== EXERCISE BRIEF ==
Go over the entries below line by line, copying each one that contains the word "lane".

----------

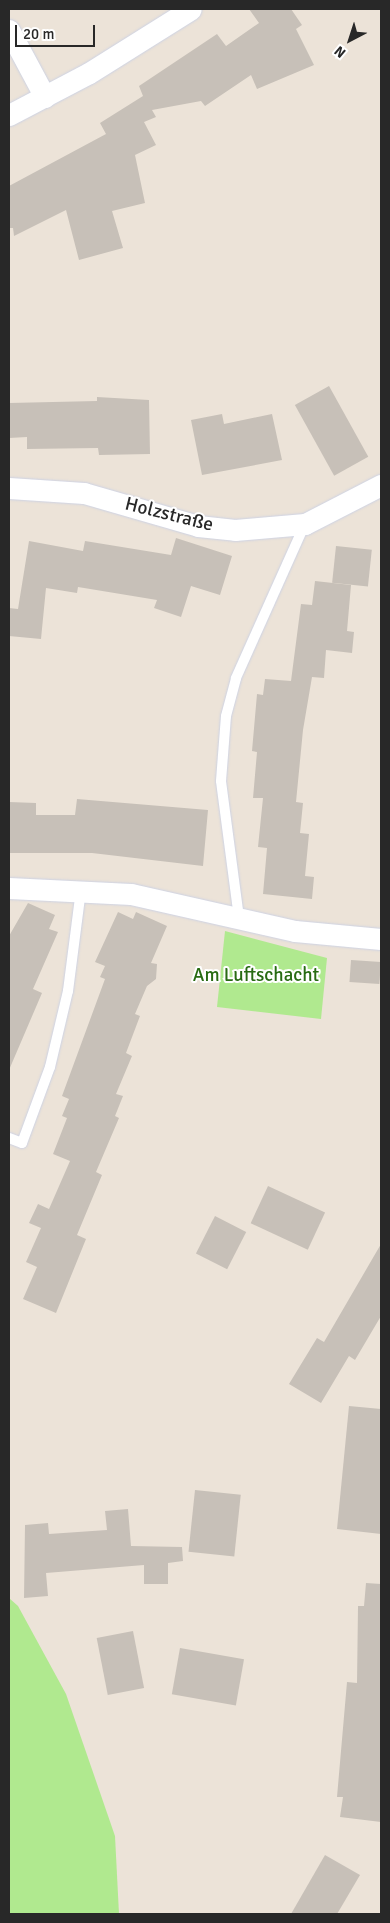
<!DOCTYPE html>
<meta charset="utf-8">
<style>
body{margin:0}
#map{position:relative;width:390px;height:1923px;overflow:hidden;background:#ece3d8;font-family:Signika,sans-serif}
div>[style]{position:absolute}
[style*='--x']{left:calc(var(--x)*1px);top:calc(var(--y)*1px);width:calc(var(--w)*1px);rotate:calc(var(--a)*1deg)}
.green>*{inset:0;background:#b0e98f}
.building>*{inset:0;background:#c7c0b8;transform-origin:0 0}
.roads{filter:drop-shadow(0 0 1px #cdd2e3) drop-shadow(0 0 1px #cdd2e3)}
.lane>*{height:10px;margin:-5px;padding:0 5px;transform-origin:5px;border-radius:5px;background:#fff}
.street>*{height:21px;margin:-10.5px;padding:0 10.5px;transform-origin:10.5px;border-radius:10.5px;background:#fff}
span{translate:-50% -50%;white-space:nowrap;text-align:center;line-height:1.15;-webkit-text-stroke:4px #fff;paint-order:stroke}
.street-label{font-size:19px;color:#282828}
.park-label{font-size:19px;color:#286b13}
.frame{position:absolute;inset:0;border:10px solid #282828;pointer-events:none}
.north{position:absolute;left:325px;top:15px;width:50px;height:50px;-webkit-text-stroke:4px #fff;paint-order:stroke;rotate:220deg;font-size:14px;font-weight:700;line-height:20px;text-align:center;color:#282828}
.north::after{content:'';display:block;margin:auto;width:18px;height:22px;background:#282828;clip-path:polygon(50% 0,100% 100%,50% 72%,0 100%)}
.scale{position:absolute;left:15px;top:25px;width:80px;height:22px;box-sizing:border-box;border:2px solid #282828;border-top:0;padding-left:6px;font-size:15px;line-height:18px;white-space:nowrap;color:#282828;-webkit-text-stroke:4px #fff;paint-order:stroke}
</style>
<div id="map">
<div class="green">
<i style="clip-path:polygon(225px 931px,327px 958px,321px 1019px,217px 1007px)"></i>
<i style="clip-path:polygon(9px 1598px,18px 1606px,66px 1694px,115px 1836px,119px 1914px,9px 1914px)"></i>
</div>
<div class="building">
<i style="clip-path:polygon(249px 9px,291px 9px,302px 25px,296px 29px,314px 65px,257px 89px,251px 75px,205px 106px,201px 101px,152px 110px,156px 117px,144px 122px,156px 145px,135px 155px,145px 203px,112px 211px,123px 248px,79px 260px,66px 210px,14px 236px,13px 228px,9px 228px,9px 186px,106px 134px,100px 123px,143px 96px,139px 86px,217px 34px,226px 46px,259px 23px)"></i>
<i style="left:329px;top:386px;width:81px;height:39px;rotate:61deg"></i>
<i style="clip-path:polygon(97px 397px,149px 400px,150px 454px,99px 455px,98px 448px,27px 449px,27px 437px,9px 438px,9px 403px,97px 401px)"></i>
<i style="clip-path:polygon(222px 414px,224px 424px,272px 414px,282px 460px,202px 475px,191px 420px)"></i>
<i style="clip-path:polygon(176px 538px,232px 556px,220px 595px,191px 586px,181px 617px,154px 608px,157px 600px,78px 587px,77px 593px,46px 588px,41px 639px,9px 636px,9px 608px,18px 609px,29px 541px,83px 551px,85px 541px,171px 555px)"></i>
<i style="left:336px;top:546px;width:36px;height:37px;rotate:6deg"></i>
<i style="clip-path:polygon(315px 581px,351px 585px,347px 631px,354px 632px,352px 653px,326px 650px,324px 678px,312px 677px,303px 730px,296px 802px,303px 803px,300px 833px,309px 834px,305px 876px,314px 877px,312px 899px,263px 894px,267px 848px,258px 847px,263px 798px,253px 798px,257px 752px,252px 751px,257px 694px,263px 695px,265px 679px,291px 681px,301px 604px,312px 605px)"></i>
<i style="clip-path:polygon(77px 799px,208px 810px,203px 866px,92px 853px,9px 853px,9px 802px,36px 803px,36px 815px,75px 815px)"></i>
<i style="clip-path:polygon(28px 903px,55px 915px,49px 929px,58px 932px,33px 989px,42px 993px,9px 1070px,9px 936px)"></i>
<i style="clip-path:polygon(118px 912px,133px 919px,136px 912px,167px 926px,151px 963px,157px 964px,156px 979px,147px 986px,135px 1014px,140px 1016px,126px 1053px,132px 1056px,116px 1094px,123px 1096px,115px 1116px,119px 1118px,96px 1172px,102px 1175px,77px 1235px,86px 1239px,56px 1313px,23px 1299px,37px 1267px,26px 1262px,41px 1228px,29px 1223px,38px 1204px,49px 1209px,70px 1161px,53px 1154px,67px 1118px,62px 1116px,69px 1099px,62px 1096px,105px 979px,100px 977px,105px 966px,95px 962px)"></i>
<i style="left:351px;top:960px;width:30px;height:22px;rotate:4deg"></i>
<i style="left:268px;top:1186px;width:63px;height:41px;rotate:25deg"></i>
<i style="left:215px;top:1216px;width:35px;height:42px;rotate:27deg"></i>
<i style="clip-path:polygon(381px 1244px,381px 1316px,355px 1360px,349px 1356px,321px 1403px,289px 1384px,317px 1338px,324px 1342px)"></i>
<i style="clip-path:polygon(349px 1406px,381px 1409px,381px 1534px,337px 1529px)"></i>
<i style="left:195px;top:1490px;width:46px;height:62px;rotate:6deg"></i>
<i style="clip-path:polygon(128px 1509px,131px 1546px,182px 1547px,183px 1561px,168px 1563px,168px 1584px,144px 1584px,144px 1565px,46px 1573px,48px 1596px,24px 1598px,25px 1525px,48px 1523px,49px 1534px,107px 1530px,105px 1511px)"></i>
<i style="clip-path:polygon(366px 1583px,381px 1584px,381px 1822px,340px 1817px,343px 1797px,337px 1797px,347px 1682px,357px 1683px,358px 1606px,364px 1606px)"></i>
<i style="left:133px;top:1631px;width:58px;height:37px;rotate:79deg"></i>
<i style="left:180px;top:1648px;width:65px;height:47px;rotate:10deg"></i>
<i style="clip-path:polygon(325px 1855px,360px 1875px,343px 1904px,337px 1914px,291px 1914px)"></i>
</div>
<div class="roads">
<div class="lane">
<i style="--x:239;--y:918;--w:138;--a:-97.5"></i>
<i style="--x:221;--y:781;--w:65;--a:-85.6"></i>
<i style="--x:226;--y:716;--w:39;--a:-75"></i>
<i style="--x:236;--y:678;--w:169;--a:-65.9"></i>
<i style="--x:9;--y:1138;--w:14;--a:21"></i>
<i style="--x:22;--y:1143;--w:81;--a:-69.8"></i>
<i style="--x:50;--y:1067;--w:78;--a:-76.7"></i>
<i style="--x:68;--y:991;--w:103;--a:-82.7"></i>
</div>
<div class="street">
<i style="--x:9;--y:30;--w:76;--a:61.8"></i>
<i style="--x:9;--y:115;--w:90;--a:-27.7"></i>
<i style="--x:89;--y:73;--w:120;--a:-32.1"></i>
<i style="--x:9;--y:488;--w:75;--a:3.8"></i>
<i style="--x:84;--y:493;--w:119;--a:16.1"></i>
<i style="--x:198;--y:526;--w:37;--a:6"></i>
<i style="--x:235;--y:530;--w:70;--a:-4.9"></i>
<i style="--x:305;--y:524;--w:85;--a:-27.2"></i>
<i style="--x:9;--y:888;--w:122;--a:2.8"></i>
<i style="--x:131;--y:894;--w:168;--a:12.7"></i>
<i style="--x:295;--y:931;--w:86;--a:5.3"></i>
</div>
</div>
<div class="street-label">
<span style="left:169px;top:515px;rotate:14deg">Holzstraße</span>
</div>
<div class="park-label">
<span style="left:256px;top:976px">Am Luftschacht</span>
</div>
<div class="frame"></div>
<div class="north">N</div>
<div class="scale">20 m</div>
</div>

----------

== SOLUTION TO THIS PROBLEM ==
.lane>*{height:10px;margin:-5px;padding:0 5px;transform-origin:5px;border-radius:5px;background:#fff}
<div class="lane">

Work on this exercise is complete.